**What you will do**
Return the full set of entries exactly. Omit none.
---------- Study material ----------
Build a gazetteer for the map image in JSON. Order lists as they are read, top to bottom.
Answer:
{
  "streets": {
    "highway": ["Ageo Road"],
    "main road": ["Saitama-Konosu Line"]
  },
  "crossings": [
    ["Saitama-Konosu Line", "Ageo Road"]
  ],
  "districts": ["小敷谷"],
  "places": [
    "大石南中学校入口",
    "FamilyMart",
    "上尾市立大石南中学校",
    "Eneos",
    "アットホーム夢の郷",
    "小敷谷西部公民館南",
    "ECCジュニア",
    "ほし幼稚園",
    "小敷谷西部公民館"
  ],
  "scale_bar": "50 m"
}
----------
**Solution to this problem**
Build a gazetteer for the map image in JSON. Order lists as they are read, top to bottom.
Answer:
{
  "streets": {
    "highway": ["Ageo Road"],
    "main road": ["Saitama-Konosu Line"]
  },
  "crossings": [
    ["Saitama-Konosu Line", "Ageo Road"]
  ],
  "districts": ["小敷谷"],
  "places": [
    "大石南中学校入口",
    "FamilyMart",
    "上尾市立大石南中学校",
    "Eneos",
    "アットホーム夢の郷",
    "小敷谷西部公民館南",
    "ECCジュニア",
    "ほし幼稚園",
    "小敷谷西部公民館"
  ],
  "scale_bar": "50 m"
}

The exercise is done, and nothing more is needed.